_ACTION ITEM_
Write the records out again in full, word for word.

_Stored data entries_
---*---

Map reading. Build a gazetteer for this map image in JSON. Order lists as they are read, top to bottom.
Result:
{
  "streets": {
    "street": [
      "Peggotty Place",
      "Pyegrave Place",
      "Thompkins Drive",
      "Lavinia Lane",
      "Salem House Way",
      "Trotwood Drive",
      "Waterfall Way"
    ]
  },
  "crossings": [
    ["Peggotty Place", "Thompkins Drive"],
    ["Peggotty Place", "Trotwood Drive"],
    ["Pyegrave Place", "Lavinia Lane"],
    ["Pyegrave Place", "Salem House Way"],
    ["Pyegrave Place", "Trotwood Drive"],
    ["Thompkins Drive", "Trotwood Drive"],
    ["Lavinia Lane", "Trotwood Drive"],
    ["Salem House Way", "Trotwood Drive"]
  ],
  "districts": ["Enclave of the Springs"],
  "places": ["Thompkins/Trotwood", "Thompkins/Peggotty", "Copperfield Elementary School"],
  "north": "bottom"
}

---*---

_EXERCISE ANSWER_
Map reading. Build a gazetteer for this map image in JSON. Order lists as they are read, top to bottom.
Result:
{
  "streets": {
    "street": [
      "Peggotty Place",
      "Pyegrave Place",
      "Thompkins Drive",
      "Lavinia Lane",
      "Salem House Way",
      "Trotwood Drive",
      "Waterfall Way"
    ]
  },
  "crossings": [
    ["Peggotty Place", "Thompkins Drive"],
    ["Peggotty Place", "Trotwood Drive"],
    ["Pyegrave Place", "Lavinia Lane"],
    ["Pyegrave Place", "Salem House Way"],
    ["Pyegrave Place", "Trotwood Drive"],
    ["Thompkins Drive", "Trotwood Drive"],
    ["Lavinia Lane", "Trotwood Drive"],
    ["Salem House Way", "Trotwood Drive"]
  ],
  "districts": ["Enclave of the Springs"],
  "places": ["Thompkins/Trotwood", "Thompkins/Peggotty", "Copperfield Elementary School"],
  "north": "bottom"
}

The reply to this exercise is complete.